(Records from a dataset)
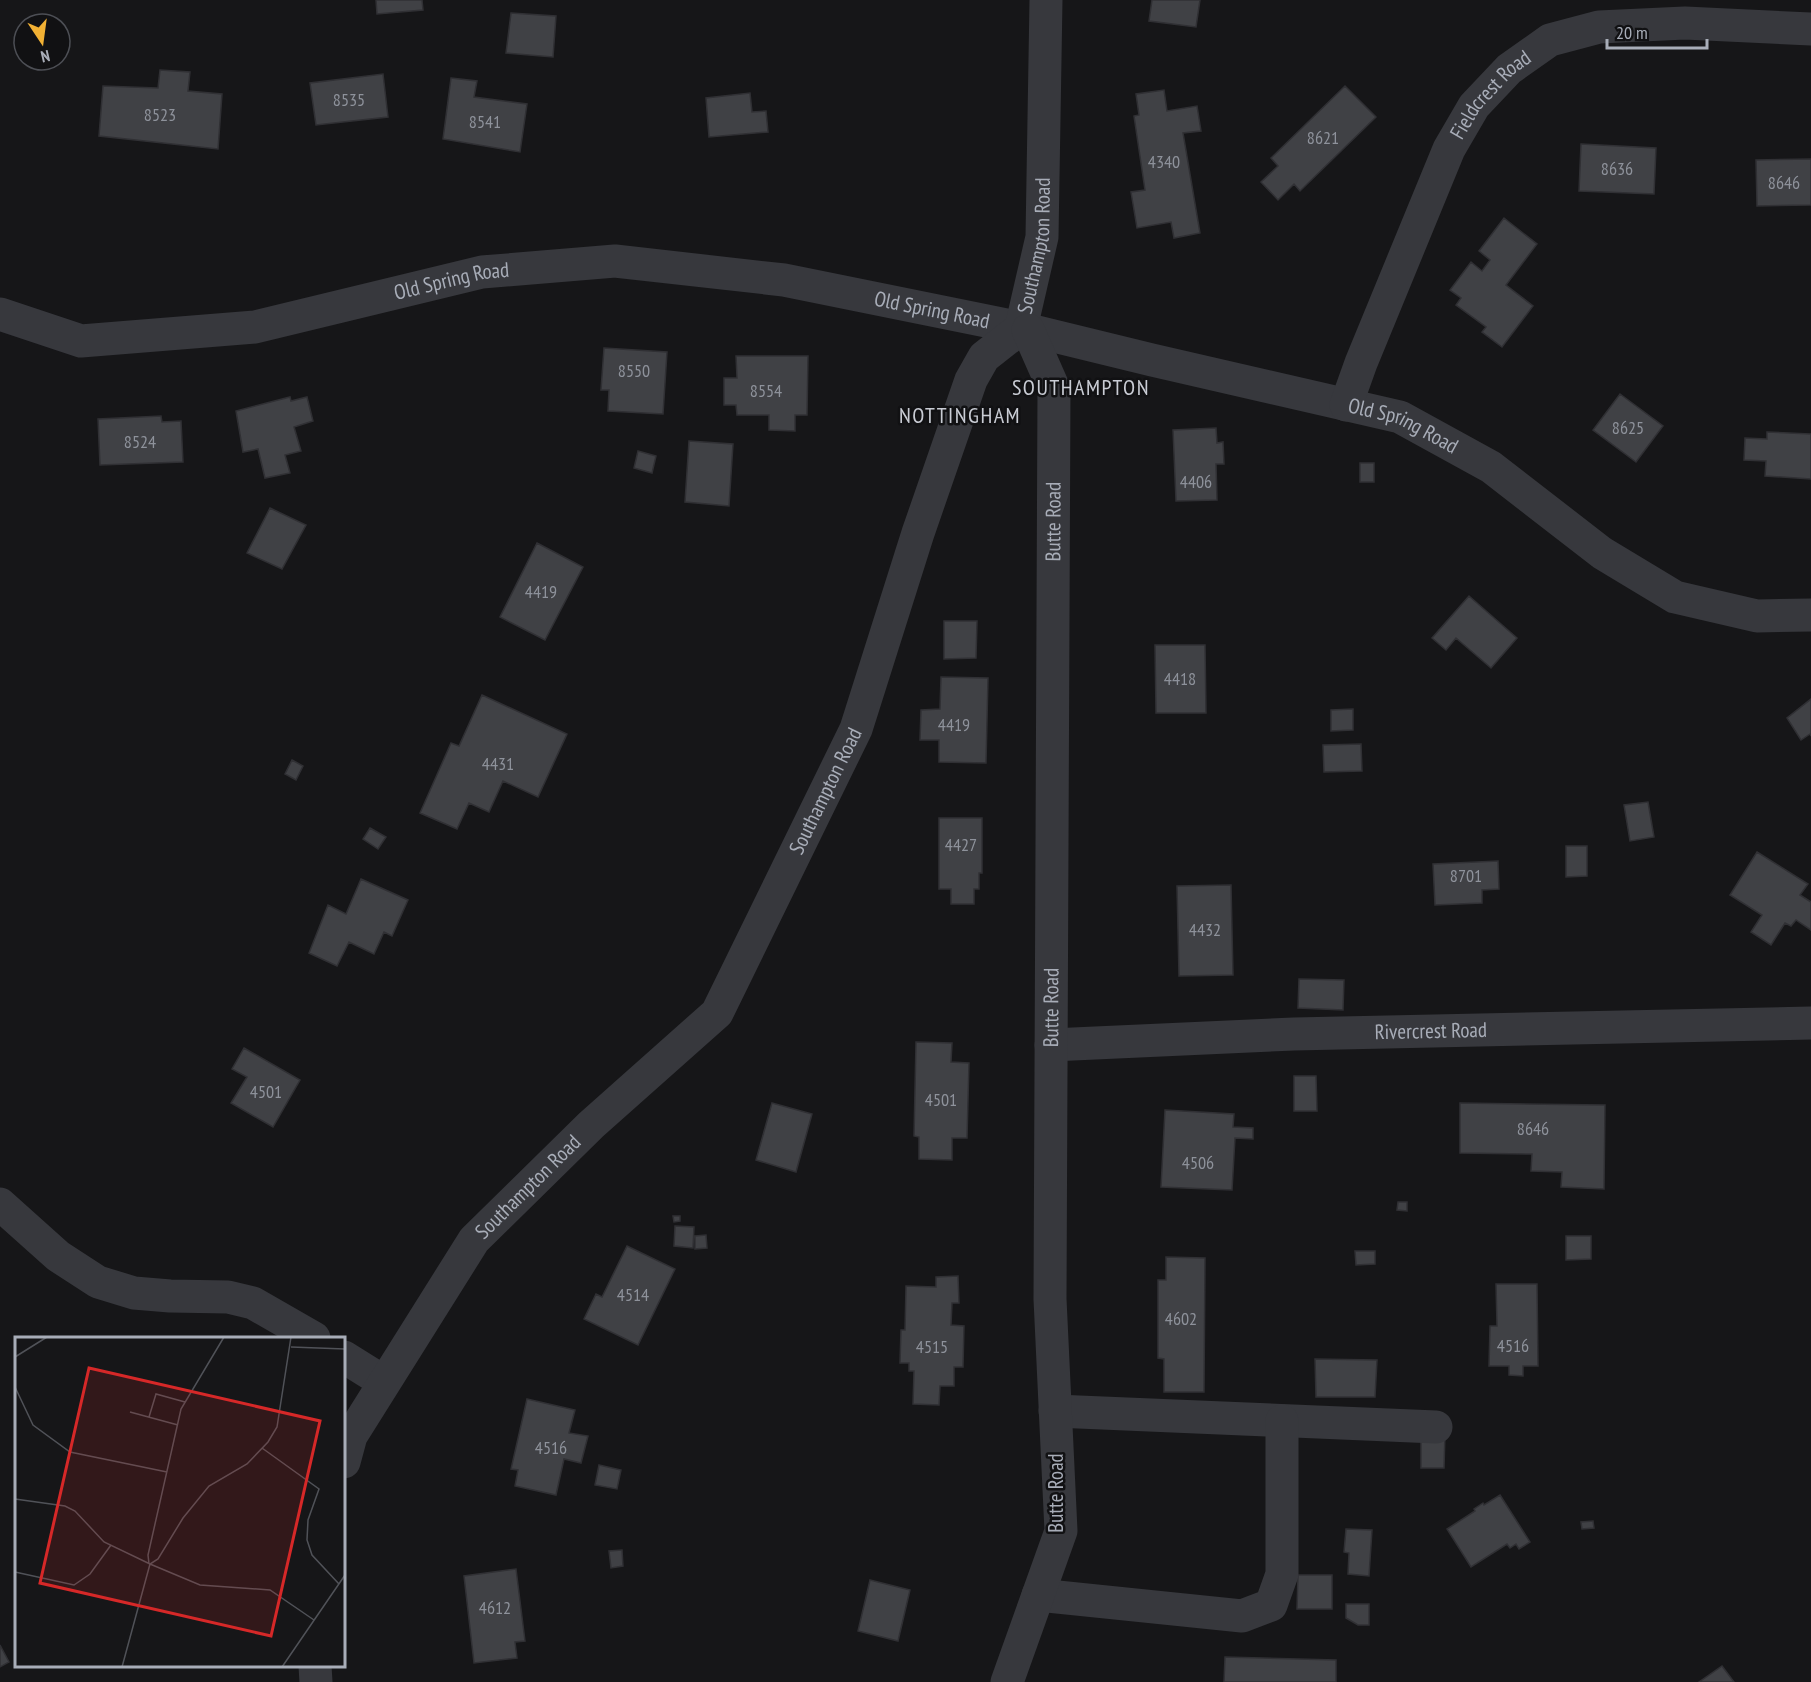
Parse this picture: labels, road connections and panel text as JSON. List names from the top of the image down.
{
  "streets": {
    "street": [
      "Fieldcrest Road",
      "Southampton Road",
      "Old Spring Road",
      "Butte Road",
      "Rivercrest Road"
    ]
  },
  "crossings": [
    ["Fieldcrest Road", "Old Spring Road"],
    ["Southampton Road", "Old Spring Road"],
    ["Southampton Road", "Butte Road"],
    ["Old Spring Road", "Butte Road"],
    ["Butte Road", "Rivercrest Road"]
  ],
  "districts": ["SOUTHAMPTON", "NOTTINGHAM"],
  "house_numbers": [
    "8535",
    "8523",
    "8541",
    "8621",
    "4340",
    "8636",
    "8646",
    "8550",
    "8554",
    "8625",
    "8524",
    "4406",
    "4419",
    "4418",
    "4419",
    "4431",
    "4427",
    "8701",
    "4432",
    "4501",
    "4501",
    "8646",
    "4506",
    "4514",
    "4602",
    "4516",
    "4515",
    "4516",
    "4612"
  ],
  "scale_bar": "20 m",
  "north": "bottom"
}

● **BRIEF**: Set down all of the entries exactly as they stand, without any image.

● **ANSWER TO THIS PROBLEM**:
Parse this picture: labels, road connections and panel text as JSON. List names from the top of the image down.
{
  "streets": {
    "street": [
      "Fieldcrest Road",
      "Southampton Road",
      "Old Spring Road",
      "Butte Road",
      "Rivercrest Road"
    ]
  },
  "crossings": [
    ["Fieldcrest Road", "Old Spring Road"],
    ["Southampton Road", "Old Spring Road"],
    ["Southampton Road", "Butte Road"],
    ["Old Spring Road", "Butte Road"],
    ["Butte Road", "Rivercrest Road"]
  ],
  "districts": ["SOUTHAMPTON", "NOTTINGHAM"],
  "house_numbers": [
    "8535",
    "8523",
    "8541",
    "8621",
    "4340",
    "8636",
    "8646",
    "8550",
    "8554",
    "8625",
    "8524",
    "4406",
    "4419",
    "4418",
    "4419",
    "4431",
    "4427",
    "8701",
    "4432",
    "4501",
    "4501",
    "8646",
    "4506",
    "4514",
    "4602",
    "4516",
    "4515",
    "4516",
    "4612"
  ],
  "scale_bar": "20 m",
  "north": "bottom"
}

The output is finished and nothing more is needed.